LA MAGIE DE LA DÉCISION

22 Mai 2016 , Rédigé par André Boyer Publié dans #PHILOSOPHIE

LA MAGIE DE LA DÉCISION

L'EXPERT FACE AUX PARAMÈTRES COMPLEXES DE LA DÉCISION

 

Le 18 mars dernier, je concluais par la formule issue du Léviathan de Hobbes : c’est l’autorité, et non pas la vérité, qui fait la loi. 

 

Dans ses remarquables conférences de 1919 sur le Savant et le Politique,  auxquelles j’ai consacré une série de blogs fin 2011, Max Weber avance que la question des valeurs échappe par essence au domaine  de l’objectivité ou de la vérité.

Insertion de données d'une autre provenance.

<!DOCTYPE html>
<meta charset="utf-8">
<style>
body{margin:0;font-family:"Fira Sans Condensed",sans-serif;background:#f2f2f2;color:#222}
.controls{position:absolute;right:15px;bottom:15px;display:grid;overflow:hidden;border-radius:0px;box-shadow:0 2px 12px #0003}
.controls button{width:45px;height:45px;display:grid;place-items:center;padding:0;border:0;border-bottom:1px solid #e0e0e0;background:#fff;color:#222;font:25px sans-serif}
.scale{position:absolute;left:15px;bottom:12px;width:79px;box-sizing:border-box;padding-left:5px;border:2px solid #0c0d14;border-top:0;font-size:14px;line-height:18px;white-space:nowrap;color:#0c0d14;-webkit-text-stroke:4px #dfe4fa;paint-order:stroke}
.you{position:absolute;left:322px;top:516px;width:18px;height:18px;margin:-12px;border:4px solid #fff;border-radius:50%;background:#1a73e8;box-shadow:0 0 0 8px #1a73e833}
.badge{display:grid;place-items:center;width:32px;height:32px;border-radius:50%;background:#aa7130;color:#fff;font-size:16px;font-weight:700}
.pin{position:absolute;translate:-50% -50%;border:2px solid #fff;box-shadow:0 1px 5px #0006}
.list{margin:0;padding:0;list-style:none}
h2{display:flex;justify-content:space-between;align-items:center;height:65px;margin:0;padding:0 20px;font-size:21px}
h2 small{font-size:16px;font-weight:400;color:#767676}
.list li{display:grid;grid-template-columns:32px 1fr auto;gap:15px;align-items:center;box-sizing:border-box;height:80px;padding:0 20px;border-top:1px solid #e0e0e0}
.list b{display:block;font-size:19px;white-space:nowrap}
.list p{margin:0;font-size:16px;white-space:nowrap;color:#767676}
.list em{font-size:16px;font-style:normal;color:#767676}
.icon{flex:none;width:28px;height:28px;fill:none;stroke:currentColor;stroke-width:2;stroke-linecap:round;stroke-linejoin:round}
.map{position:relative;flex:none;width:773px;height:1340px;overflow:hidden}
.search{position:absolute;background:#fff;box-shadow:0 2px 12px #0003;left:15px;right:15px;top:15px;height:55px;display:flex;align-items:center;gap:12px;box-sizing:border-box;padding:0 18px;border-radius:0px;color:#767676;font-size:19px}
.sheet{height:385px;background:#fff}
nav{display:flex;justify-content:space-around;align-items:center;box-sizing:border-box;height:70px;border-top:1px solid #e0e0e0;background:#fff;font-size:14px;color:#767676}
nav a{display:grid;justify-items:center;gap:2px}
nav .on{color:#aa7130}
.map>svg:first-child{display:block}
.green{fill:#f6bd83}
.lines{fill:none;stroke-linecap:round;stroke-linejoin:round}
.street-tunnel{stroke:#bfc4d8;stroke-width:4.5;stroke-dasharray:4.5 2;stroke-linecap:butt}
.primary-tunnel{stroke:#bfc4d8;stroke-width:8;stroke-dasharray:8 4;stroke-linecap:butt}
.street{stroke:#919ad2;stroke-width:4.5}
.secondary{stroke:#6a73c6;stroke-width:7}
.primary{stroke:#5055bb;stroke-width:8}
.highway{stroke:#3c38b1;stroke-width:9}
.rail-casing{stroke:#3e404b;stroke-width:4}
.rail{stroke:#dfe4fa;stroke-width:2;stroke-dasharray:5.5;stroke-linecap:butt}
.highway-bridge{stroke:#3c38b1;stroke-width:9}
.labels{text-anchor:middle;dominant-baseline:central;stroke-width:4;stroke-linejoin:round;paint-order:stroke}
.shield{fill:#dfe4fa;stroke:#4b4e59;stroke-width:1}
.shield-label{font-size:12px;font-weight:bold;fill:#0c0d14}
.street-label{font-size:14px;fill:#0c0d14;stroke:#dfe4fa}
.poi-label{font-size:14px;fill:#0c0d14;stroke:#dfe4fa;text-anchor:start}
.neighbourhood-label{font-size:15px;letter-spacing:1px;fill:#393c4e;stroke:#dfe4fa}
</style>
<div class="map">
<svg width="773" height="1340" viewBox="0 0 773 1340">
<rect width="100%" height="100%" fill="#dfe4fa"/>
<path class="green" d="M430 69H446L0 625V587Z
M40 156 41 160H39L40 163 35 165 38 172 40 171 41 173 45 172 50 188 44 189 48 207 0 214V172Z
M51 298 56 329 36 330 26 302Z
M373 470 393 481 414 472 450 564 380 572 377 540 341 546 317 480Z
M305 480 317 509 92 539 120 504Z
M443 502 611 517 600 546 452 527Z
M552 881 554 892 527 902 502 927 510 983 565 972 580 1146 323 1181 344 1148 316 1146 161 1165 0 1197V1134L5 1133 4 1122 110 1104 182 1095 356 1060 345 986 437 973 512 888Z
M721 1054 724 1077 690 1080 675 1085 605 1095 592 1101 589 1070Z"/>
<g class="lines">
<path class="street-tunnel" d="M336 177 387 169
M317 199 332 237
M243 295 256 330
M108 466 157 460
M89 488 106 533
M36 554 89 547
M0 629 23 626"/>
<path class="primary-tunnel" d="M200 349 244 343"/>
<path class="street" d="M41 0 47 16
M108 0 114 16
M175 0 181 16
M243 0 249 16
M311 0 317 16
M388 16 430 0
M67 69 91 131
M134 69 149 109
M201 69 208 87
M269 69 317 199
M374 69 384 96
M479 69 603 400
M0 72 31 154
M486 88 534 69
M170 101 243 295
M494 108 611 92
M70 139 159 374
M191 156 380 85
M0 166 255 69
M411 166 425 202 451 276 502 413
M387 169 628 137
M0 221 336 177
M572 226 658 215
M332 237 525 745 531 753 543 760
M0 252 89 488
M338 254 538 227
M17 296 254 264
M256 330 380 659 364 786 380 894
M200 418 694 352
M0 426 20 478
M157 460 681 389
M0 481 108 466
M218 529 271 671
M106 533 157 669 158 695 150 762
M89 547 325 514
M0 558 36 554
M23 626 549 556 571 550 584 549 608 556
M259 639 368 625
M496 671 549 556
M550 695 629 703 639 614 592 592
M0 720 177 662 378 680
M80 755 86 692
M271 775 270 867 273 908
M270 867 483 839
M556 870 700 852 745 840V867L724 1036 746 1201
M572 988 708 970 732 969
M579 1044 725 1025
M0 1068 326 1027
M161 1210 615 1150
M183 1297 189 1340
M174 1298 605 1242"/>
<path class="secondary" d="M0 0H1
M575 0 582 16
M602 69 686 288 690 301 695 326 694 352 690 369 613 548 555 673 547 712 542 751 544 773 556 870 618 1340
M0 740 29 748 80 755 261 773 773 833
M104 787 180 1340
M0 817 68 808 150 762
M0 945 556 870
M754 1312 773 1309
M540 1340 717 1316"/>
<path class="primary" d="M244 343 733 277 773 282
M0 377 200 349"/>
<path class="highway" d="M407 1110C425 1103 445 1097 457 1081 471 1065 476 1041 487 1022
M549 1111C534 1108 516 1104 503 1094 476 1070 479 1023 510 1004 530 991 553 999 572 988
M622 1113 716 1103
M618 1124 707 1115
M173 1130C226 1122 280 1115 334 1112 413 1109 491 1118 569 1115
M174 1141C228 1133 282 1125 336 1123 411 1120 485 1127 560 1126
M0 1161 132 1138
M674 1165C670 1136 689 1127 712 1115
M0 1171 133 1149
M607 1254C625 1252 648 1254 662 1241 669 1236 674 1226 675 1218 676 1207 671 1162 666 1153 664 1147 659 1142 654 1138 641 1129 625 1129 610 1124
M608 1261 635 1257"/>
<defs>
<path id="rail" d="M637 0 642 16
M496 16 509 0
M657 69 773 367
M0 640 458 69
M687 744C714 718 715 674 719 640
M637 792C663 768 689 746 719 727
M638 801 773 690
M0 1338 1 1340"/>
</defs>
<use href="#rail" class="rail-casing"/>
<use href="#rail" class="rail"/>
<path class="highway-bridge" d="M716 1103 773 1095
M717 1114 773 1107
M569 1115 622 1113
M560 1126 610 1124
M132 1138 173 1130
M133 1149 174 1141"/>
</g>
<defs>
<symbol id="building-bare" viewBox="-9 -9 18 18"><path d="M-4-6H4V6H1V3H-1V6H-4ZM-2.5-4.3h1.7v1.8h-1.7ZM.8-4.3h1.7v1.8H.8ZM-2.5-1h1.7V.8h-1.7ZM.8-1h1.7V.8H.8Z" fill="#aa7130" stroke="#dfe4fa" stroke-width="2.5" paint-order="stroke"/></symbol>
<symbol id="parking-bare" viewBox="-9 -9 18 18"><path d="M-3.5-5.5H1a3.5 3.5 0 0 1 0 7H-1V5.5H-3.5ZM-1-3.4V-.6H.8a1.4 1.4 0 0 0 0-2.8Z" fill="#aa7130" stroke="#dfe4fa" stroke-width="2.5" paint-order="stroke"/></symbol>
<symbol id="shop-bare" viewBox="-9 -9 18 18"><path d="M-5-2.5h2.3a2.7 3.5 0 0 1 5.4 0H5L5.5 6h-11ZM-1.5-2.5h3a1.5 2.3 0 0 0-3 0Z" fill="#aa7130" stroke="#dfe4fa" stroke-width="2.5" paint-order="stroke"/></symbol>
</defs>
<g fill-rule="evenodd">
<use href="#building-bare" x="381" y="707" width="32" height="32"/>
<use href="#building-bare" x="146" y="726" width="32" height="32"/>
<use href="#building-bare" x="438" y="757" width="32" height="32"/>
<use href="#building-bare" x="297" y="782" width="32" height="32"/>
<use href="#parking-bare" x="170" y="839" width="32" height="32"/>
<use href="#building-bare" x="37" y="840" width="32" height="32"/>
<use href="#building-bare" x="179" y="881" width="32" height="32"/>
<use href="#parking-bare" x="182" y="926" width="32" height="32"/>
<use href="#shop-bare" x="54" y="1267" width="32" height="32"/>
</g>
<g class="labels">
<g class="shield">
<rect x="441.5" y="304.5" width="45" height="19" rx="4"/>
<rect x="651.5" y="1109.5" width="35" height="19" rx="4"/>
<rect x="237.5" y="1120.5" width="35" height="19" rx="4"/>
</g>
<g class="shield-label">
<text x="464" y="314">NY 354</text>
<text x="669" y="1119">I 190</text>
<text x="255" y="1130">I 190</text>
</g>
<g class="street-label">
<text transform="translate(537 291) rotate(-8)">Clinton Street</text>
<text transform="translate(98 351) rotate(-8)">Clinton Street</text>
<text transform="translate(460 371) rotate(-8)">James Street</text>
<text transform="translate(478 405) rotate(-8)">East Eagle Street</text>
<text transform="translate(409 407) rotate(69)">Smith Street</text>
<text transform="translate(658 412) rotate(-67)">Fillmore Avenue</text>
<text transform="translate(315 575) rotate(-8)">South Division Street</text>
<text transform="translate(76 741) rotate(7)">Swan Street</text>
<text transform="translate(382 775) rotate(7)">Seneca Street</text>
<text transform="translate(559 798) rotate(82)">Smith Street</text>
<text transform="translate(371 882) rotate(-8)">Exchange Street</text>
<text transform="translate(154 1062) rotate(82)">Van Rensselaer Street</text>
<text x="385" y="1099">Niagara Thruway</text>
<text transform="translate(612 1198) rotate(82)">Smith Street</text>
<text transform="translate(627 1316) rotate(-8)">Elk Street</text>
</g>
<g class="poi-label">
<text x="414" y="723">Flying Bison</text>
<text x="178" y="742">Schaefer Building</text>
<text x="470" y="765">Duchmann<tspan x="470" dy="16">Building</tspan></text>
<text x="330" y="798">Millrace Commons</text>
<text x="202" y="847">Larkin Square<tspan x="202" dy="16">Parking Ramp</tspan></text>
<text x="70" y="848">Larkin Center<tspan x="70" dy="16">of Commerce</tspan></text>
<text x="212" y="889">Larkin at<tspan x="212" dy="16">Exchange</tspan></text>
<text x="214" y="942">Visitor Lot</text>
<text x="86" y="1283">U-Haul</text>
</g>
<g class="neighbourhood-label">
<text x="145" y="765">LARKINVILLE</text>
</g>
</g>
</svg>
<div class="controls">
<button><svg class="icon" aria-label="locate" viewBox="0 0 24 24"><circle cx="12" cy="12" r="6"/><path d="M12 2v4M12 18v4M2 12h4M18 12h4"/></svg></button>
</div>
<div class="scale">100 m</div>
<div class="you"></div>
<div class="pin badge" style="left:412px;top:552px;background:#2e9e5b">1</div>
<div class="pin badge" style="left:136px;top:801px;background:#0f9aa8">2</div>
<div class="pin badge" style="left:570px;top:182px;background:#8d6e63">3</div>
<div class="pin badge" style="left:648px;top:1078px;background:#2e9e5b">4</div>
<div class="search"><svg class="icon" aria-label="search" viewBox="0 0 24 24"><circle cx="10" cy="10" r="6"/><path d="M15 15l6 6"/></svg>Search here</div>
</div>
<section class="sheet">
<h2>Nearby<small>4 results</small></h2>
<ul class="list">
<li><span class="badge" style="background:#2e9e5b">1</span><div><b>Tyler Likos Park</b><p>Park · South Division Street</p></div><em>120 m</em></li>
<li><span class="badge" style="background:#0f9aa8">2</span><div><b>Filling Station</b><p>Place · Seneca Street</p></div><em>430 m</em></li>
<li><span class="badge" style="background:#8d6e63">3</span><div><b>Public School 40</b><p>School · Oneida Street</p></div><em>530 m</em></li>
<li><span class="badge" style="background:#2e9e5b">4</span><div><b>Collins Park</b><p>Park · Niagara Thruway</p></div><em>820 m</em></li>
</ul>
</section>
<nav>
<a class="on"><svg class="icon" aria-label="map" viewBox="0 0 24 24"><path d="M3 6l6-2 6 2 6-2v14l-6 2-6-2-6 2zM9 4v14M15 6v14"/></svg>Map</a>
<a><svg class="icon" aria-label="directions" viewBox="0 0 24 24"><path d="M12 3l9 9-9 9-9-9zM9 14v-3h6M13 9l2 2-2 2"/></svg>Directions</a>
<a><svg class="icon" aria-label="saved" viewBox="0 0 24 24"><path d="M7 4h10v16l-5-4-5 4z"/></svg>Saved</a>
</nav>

En matière de valeurs, les débats ouvrent nécessairement, faute de pouvoir être tranchés par un savoir, sur une lutte indépassable entre les systèmes évaluatifs des valeurs en question, si bien que, selon cette approche wébérienne, aucune rationalisation de la décision concernant les fins ultimes ne peut être envisagée.

C’est une conviction qui se fonde sur les écrits de Nietzsche et qui a été reprise par Carl Schmitt. Selon ce dernier, l’homme politique, l’homme de pouvoir par excellence, demeure toujours celui qui décide en situation exceptionnelle. C’est dans une telle situation qu’il possède le monopole de la décision ultime, parce que, face à une décision à prendre urgente et importante, il ne se retrouve plus que face à lui-même.

Cette approche « décisionniste » nous conduit à mesurer les limites des efforts accomplis par le rationalisme pour déduire les choix à partir de principes et de normes fondés sur la raison. Car, si nous assignons à l’homme politique la charge du moment d’irrationalité sans lequel il ne saurait y avoir véritablement de décision, ce surcroît de pouvoir sans lequel gouverner serait tout simplement impossible ne procède que de l’autorité personnelle du leader.

Faut-il  en conclure à l’irrationalité foncière du décideur qui se fonde sur son autorité charismatique?

Il faudrait alors admettre que la politique est bien davantage un art qu’une science, et que, selon Aristote, gouverner requiert un don particulier qui consiste à juger correctement de ce qu’il faut faire et quand il faut le faire.

Les conséquences d’une telle approche sont redoutables.

La logique de la décision inclut sans aucun doute un moment de délibération avec soi-même, lorsqu’il s’agit de choix moral et il s’agit presque toujours de faire, au moins en partie, un choix moral pour pratiquement toutes les « décisions » que nous prenons.

Mais dans ces conditions, la perception ultime de ce qu’il « faut faire » relèverait d’un talent mystérieux qu’Aristote nommait la « prudence », sans parvenir jamais à mieux préciser ce qu’il entendait par là. Mais c’est une imprécision inquiétante, puisque Aristote ouvrait ainsi la voie à un absolutisme qui s’appuierait sur la « supériorité » de ceux qui disposent d’un tel talent et donc au culte du chef, si honni par le prêt à penser de notre temps.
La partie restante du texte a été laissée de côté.